The Long Defeat of Ministry

Ministry can feel impossible, lonely, scary, frustrating, and beautiful, all at the same time.

Seminary orientation was like the first day of middle school all over again. We were all adults, yes, but we all wanted to be cool, to be liked, to be noticed. We sized one another up, “so who have you read?” We divided into tribes, “what denomination are you?” And we made sweeping generalizations about one another. I remember turning to my wife after the day was over and saying, “ya, I don’t like any of these people.”

During our second day of orientation, we got to hear from some of the professors. Much of what was said was prophetically representative of what seminary often felt like. People told us to study diligently, to be creative, to expand our vision, to learn, question, doubt, and explore. One professor quipped that seminary is like sitting at a bountiful buffet of the best food and only having fifteen minutes to eat. How true that is.

And then came our last speaker, Dr. Amy Laura Hall. If I’m honest I was a bit over orientation, so my enthusiasm was severely waning. With staggering honesty Dr. Hall looked at us and said, “what you need to find here is someone who will get down in the mud with you when you’re spent and dying, and ministry is miserable and lonely.”

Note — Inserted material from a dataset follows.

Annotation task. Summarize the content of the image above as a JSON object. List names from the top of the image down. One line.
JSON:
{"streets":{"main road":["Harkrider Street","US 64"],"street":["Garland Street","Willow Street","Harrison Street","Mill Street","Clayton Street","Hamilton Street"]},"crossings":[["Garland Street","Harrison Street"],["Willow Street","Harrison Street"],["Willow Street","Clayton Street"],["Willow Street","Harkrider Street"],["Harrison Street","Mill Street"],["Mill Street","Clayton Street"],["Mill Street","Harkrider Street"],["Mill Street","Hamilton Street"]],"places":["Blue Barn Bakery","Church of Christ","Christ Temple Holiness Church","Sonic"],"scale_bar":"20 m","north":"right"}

The room went silent. You could cut the discomfort with a knife. We were all over-eager seminarians. We wanted to change and conquer the world. We wanted to change the church. We wanted to change ourselves. That day Dr. Hall knew something that we did not. Seminary isn’t just about learning to love God with your mind. It is that, but without a beating heart, your mind will get you nowhere in ministry. The indelible lesson of seminary is the people God puts in your life when you are in the valley of death’s shadow.

I graduated in 2016, but it feels like since then the number of my fellow seminarians in church ministry has been dropping like flies. I heard recently that younger pastors are leaving ministry more than any other generation of pastors. I’m not surprised. I am so thankful for all I learned in seminary, but I wish someone had told me that ministry at times feels impossible, lonely, scary, frustrating, and beautiful, all at the same time.

And now I have a few folks who get down in the mud of ministry with me, fellow pastors who know what this wild and wonderful call of God feels like as it is lived inside a complicated world and broken human life. These people understand the infinite qualitative difference between talking about God and knowing God, between leading worship and worshipping, between pointing people towards God’s strange activity and sensing it in one’s own life. These colleagues shake their head knowingly when I talk about the mounting pressure of post-covid ministry. They also laugh when we exchange stories of the things people have said and done at church, like the time I offered the communion bread to a high school senior, “The body of Christ for you,” to which she responded, “Siiiick.” If you work where people confess their sins, it’s going to be a shit-show once in a while.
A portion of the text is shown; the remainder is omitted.